__What is being asked__: Please make an exact transcription of the records, keeping the pictures out of it.

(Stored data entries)
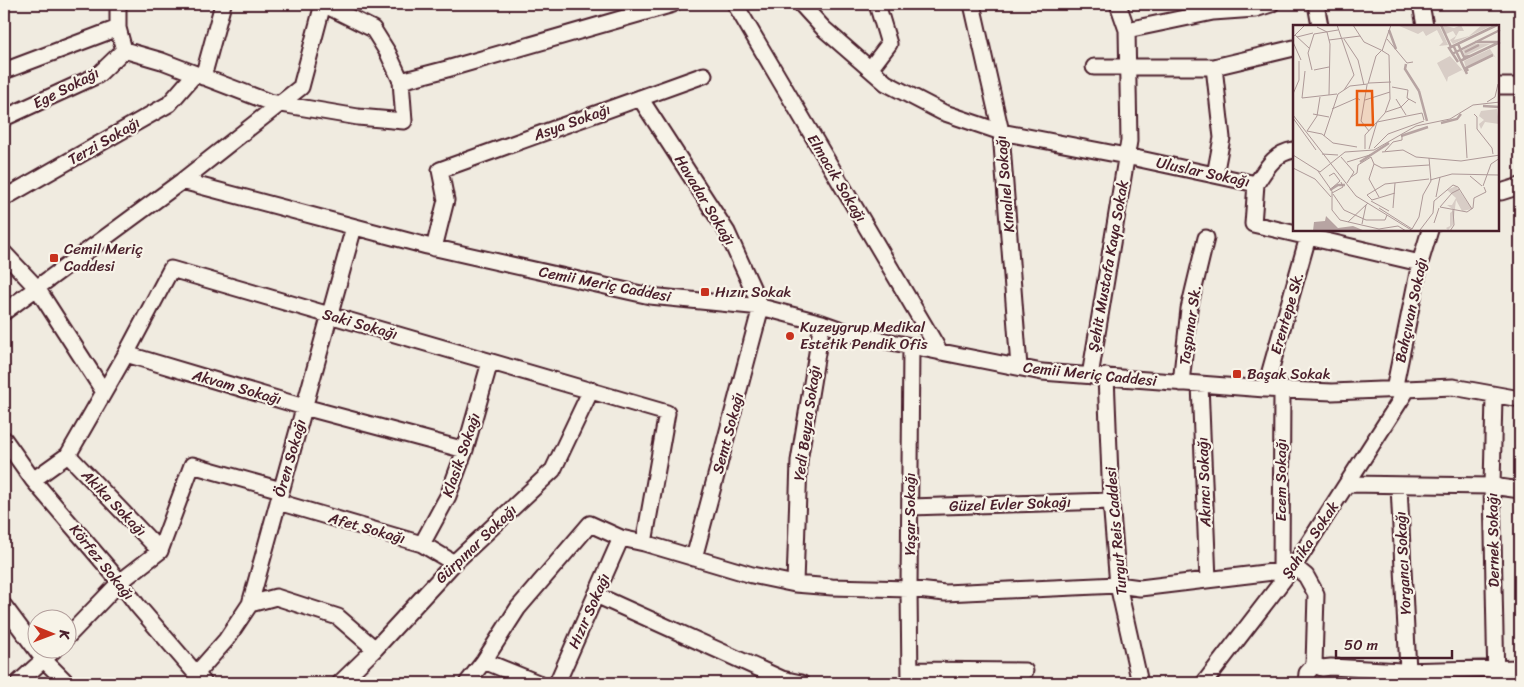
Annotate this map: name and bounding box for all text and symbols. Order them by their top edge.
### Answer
inset map [1293,25,1499,231]
street label: Ege Sokağı [28,60,104,116]
street label: Asya Sokağı [529,96,614,148]
street label: Terzi Sokağı [63,110,145,172]
street label: Elmacık Sokağı [800,129,874,227]
street label: Kınalıel Sokağı [988,134,1022,234]
street label: Havadar Sokağı [667,149,743,251]
street label: Uluslar Sokağı [1154,149,1252,195]
street label: Şehit Mustafa Kaya Sokak [1080,178,1136,354]
place label: Cemil Meriç Caddesi [64,236,143,279]
marker: Cemil Meriç Caddesi [48,252,60,264]
street label: Bahçıvan Sokağı [1387,255,1435,365]
street label: Cemii Meriç Caddesi [537,258,674,310]
street label: Erentepe Sk. [1263,269,1311,357]
place label: Hızır Sokak [715,279,792,305]
street label: Taşpınar Sk. [1171,283,1209,367]
marker: Hızır Sokak [699,286,711,298]
street label: Saki Sokağı [319,301,401,347]
place label: Kuzeygrup Medikal Estetik Pendik Ofis [800,314,928,357]
marker: Kuzeygrup Medikal Estetik Pendik Ofis [784,330,796,342]
street label: Cemii Meriç Caddesi [1022,354,1159,394]
place label: Başak Sokak [1247,361,1331,387]
street label: Akvam Sokağı [188,362,285,412]
street label: Yedi Beyza Sokağı [786,364,828,482]
marker: Başak Sokak [1231,368,1243,380]
street label: Semt Sokağı [705,389,751,477]
street label: Klasik Sokağı [434,409,488,501]
street label: Ören Sokağı [267,416,313,500]
street label: Akıncı Sokağı [1189,437,1219,528]
street label: Ecem Sokağı [1268,438,1294,522]
street label: Akika Sokağı [74,463,153,543]
street label: Turgut Reis Caddesi [1097,465,1135,596]
street label: Yaşar Sokağı [897,473,923,555]
street label: Güzel Evler Sokağı [949,489,1071,519]
street label: Dernek Sokağı [1479,493,1507,587]
street label: Şahika Sokak [1274,495,1346,584]
street label: Gürpınar Sokağı [429,498,523,590]
street label: Afet Sokağı [325,504,409,551]
street label: Yorgancı Sokağı [1387,511,1419,615]
street label: Körfez Sokağı [63,518,141,606]
street label: Hızır Sokağı [561,569,617,653]
north arrow [28,610,78,660]
scale bar [1336,627,1453,659]
text: K [52,629,77,640]
text: 50 m [1344,632,1379,658]

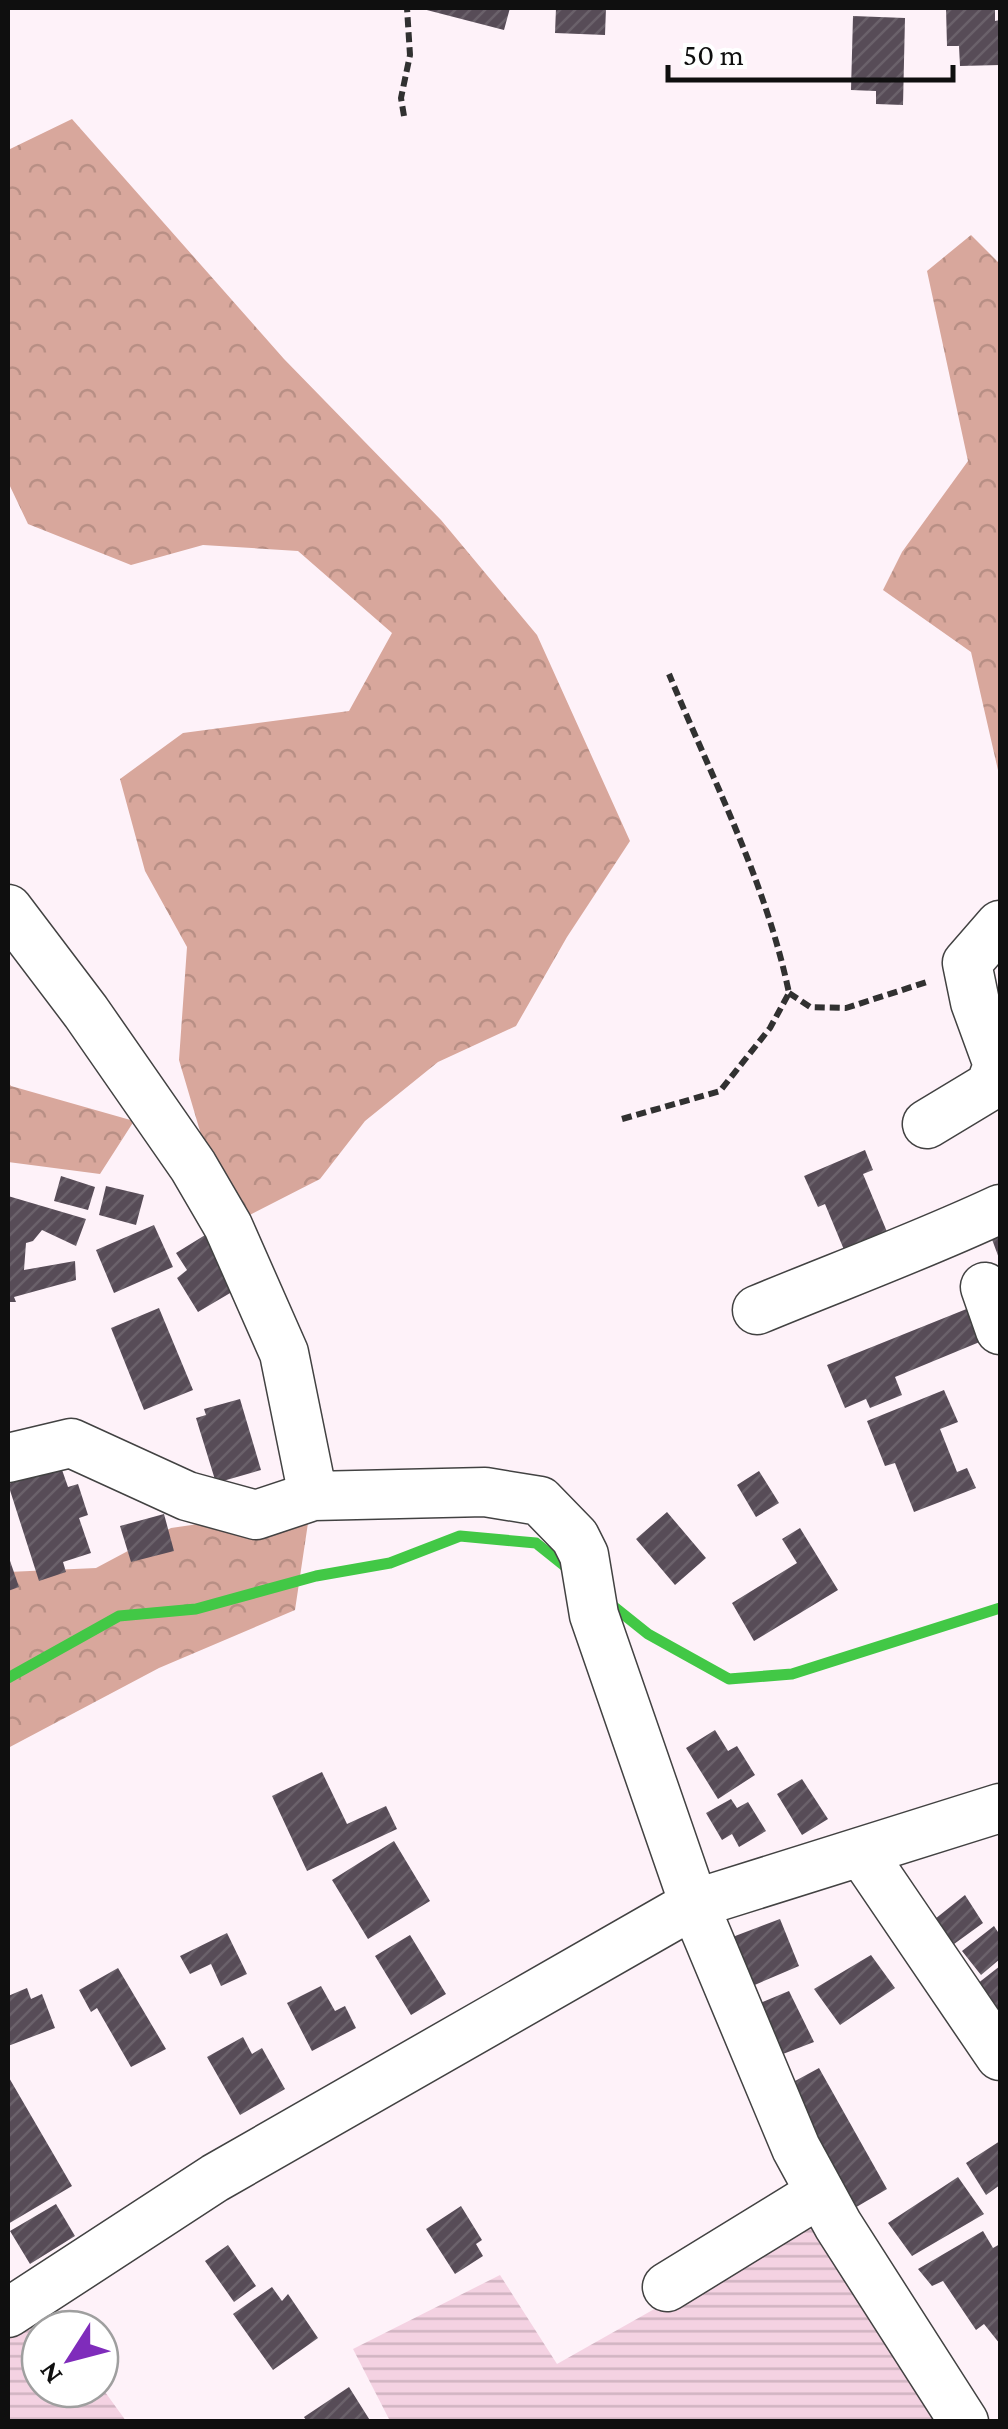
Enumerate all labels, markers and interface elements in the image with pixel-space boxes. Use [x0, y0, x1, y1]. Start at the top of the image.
scale bar [668, 20, 953, 82]
text: 50 m [683, 38, 744, 71]
north arrow [20, 2309, 120, 2409]
text: N [32, 2357, 68, 2390]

__Expected output__:
Annotate this map: name and bounding box for all text and symbols. Order them by their top edge.
### Answer
inset map [1293,25,1499,231]
street label: Ege Sokağı [28,60,104,116]
street label: Asya Sokağı [529,96,614,148]
street label: Terzi Sokağı [63,110,145,172]
street label: Elmacık Sokağı [800,129,874,227]
street label: Kınalıel Sokağı [988,134,1022,234]
street label: Havadar Sokağı [667,149,743,251]
street label: Uluslar Sokağı [1154,149,1252,195]
street label: Şehit Mustafa Kaya Sokak [1080,178,1136,354]
place label: Cemil Meriç Caddesi [64,236,143,279]
marker: Cemil Meriç Caddesi [48,252,60,264]
street label: Bahçıvan Sokağı [1387,255,1435,365]
street label: Cemii Meriç Caddesi [537,258,674,310]
street label: Erentepe Sk. [1263,269,1311,357]
place label: Hızır Sokak [715,279,792,305]
street label: Taşpınar Sk. [1171,283,1209,367]
marker: Hızır Sokak [699,286,711,298]
street label: Saki Sokağı [319,301,401,347]
place label: Kuzeygrup Medikal Estetik Pendik Ofis [800,314,928,357]
marker: Kuzeygrup Medikal Estetik Pendik Ofis [784,330,796,342]
street label: Cemii Meriç Caddesi [1022,354,1159,394]
place label: Başak Sokak [1247,361,1331,387]
street label: Akvam Sokağı [188,362,285,412]
street label: Yedi Beyza Sokağı [786,364,828,482]
marker: Başak Sokak [1231,368,1243,380]
street label: Semt Sokağı [705,389,751,477]
street label: Klasik Sokağı [434,409,488,501]
street label: Ören Sokağı [267,416,313,500]
street label: Akıncı Sokağı [1189,437,1219,528]
street label: Ecem Sokağı [1268,438,1294,522]
street label: Akika Sokağı [74,463,153,543]
street label: Turgut Reis Caddesi [1097,465,1135,596]
street label: Yaşar Sokağı [897,473,923,555]
street label: Güzel Evler Sokağı [949,489,1071,519]
street label: Dernek Sokağı [1479,493,1507,587]
street label: Şahika Sokak [1274,495,1346,584]
street label: Gürpınar Sokağı [429,498,523,590]
street label: Afet Sokağı [325,504,409,551]
street label: Yorgancı Sokağı [1387,511,1419,615]
street label: Körfez Sokağı [63,518,141,606]
street label: Hızır Sokağı [561,569,617,653]
north arrow [28,610,78,660]
scale bar [1336,627,1453,659]
text: K [52,629,77,640]
text: 50 m [1344,632,1379,658]

Enumerate all labels, markers and interface elements in the image with pixel-space boxes. Use [x0, y0, x1, y1]. Start at the top of the image.
scale bar [668, 20, 953, 82]
text: 50 m [683, 38, 744, 71]
north arrow [20, 2309, 120, 2409]
text: N [32, 2357, 68, 2390]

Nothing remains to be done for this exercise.